Durante las guerras napoleónicas, el 80% de los muertos fallecieron por enfermedades y accidentes y no por las armas enemigas
Se calcula que la peste negra, provocada por una bacteria, acabó con un tercio de la población de Europa. La gripe española mataba hasta al 20% de los infectados y aniquiló a un 6% de la población mundial. Aunque no les exterminase del todo, para muchos de los habitantes de la América precolombina, los virus provocaron una especie de fin del mundo. “En la colonización de América, el soldado principal fueron los virus”, señala Víctor Briones, catedrático de la Universidad Complutense de Madrid.
“Que una infección ponga en peligro la continuidad de una especie es muy difícil, aunque ha habido casos en los que casi ha sucedido con enfermedades a veces banales, como con la sarna en el rebeco del Pirineo. Y la peste bovina creó tal mortandad en Europa que llevó a la fundación de las facultades de veterinaria”, continúa el experto en Sanidad Animal de la Facultad de Veterinaria de la universidad madrileña. En humanos, la gripe española de 1918 “despobló las zonas rurales” y la plaga de Justiniano del siglo VII pudo tener influencia en el final del Imperio Romano. “Redujo la población de tal manera que no había brazos para cultivar la tierra ni gente para defender la frontera. El orden social se alteró”, afirma Briones, que concluye que aunque sí ve la posibilidad de que una enfermedad provoque una gran mortandad, ve muy difícil la extinción de la humanidad por esa vía.

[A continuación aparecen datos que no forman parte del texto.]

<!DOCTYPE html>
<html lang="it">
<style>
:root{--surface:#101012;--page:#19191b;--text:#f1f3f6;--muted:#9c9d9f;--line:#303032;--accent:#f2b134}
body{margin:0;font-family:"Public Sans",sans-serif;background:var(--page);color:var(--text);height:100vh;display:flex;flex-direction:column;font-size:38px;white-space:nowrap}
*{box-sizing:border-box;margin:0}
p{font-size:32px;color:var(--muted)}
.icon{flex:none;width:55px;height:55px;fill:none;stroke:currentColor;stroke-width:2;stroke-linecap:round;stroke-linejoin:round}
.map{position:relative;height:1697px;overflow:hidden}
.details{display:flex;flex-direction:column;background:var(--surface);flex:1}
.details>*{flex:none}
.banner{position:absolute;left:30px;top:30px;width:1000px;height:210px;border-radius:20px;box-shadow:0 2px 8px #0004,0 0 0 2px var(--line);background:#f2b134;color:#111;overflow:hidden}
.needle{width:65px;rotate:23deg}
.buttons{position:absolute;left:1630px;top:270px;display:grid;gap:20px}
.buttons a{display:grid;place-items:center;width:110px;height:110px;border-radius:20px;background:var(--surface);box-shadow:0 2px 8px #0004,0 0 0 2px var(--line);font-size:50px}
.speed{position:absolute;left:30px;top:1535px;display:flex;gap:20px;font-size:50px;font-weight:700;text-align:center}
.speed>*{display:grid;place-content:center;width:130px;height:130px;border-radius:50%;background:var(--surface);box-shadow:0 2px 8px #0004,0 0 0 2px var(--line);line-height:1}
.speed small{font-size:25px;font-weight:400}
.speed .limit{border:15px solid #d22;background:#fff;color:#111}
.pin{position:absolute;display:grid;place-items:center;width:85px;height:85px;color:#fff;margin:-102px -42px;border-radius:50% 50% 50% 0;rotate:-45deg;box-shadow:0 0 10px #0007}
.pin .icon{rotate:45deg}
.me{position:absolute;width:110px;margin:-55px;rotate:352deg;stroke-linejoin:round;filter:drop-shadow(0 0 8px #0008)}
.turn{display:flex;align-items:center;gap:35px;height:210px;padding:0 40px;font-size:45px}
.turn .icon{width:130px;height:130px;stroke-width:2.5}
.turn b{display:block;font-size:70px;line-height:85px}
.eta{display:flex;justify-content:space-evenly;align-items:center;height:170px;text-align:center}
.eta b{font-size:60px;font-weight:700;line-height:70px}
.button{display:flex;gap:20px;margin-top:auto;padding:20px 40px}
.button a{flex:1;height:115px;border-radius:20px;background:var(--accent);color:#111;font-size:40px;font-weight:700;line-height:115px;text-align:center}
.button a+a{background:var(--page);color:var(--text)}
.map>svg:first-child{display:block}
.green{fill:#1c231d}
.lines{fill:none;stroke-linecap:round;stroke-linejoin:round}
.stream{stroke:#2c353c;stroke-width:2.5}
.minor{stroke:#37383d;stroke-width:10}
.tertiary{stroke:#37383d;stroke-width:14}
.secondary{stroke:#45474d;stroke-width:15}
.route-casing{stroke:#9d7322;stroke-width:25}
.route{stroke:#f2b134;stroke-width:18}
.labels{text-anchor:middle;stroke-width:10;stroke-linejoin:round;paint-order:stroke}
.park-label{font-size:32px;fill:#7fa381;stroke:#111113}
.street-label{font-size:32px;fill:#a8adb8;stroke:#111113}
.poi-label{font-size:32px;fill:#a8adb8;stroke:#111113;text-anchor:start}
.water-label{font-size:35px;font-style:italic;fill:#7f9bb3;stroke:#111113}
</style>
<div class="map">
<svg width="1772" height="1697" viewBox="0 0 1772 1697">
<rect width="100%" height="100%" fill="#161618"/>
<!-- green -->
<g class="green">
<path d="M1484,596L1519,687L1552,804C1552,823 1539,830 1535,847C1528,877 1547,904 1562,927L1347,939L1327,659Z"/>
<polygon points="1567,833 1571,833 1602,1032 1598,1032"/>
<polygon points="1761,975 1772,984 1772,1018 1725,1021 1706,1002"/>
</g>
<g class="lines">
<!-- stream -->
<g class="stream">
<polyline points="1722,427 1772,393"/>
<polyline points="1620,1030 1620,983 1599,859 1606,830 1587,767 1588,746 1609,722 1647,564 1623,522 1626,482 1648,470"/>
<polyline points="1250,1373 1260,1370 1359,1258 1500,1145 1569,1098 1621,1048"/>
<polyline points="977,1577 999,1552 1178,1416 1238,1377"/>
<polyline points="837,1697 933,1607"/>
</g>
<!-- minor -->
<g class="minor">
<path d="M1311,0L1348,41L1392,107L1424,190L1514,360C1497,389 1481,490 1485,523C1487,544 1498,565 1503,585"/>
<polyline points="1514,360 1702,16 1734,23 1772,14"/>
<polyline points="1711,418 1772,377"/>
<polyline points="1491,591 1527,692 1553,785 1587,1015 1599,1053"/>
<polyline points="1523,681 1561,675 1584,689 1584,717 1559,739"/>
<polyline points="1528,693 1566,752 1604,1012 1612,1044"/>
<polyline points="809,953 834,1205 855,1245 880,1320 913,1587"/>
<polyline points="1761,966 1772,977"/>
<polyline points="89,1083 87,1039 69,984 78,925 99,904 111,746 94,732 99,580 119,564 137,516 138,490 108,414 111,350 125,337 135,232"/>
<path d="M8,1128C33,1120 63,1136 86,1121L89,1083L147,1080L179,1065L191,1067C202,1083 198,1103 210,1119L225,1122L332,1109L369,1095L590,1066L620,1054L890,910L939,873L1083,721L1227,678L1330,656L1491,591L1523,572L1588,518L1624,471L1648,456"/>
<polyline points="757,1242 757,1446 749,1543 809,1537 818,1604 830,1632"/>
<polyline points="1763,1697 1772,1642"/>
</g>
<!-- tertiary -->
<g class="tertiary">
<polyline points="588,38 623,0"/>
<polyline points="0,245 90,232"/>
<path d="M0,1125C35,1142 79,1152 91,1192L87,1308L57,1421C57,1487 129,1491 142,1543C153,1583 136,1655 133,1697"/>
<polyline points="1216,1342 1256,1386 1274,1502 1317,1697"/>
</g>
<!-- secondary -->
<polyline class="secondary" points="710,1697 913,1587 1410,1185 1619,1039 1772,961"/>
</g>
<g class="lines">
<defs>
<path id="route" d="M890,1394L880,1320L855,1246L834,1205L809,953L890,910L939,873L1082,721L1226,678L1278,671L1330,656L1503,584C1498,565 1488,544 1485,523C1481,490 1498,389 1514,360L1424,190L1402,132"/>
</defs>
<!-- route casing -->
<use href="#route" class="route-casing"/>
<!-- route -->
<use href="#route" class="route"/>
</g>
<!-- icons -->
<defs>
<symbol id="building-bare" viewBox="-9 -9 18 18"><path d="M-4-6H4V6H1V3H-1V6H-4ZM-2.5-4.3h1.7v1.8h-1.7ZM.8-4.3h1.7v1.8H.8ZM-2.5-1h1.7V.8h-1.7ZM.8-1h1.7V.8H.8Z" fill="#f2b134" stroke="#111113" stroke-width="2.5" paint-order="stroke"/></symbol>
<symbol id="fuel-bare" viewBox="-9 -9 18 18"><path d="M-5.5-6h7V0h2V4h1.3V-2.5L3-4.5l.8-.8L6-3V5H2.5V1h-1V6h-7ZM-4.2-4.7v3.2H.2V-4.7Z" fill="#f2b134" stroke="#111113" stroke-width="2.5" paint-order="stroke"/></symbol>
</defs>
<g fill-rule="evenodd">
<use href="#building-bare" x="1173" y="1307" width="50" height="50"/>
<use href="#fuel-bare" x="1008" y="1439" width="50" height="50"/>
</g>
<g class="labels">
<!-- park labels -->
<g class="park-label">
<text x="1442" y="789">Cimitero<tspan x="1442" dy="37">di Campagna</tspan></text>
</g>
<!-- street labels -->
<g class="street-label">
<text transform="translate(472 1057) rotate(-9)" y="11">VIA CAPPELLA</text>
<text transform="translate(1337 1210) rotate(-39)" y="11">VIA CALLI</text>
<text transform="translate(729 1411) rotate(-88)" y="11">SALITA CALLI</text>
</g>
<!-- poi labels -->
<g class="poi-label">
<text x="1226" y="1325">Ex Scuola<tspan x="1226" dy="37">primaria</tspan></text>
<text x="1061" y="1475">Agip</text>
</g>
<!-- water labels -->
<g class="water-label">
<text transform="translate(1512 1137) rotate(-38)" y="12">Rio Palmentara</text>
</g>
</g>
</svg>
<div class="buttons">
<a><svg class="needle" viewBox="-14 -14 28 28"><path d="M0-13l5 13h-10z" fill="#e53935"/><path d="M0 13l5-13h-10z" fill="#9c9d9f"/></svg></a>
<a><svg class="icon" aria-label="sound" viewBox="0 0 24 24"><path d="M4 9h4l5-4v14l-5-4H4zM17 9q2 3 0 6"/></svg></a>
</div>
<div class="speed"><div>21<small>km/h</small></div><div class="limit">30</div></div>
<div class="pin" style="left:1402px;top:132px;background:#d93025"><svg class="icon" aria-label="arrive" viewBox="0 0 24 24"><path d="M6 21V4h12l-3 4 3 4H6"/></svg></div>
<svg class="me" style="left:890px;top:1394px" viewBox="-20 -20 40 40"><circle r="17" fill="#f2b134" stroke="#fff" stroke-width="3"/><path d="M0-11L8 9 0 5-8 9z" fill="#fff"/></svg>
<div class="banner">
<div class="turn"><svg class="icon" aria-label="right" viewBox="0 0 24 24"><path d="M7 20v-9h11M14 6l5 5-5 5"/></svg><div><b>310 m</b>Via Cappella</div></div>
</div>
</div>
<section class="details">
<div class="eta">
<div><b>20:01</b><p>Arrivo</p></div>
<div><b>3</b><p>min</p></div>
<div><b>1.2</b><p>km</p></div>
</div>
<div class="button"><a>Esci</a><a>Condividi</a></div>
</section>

Aunque no haya extinción, algunas enfermedades que no aciertan a atrapar la atención del público en los países desarrollados matan a cientos de miles de personas. Solo el VIH, la tuberculosis y la malaria acaban con la vida de alrededor de dos millones y medio de personas cada año, la mayoría en países pobres. “En ciudades como Yakarta, Dar es-Salam o El Cairo, donde la mayor parte de la población no vive en edificios de vidrio y acero sino de chapa y hojalata, donde hay una inmigración masiva, una gestión deficiente de los residuos y poco acceso a los recursos sanitarios, hay enfermedades que provocan una gran mortandad”, asevera Briones. La hecatombe allí no es un miedo difuso en el futuro sino la vida cotidiana.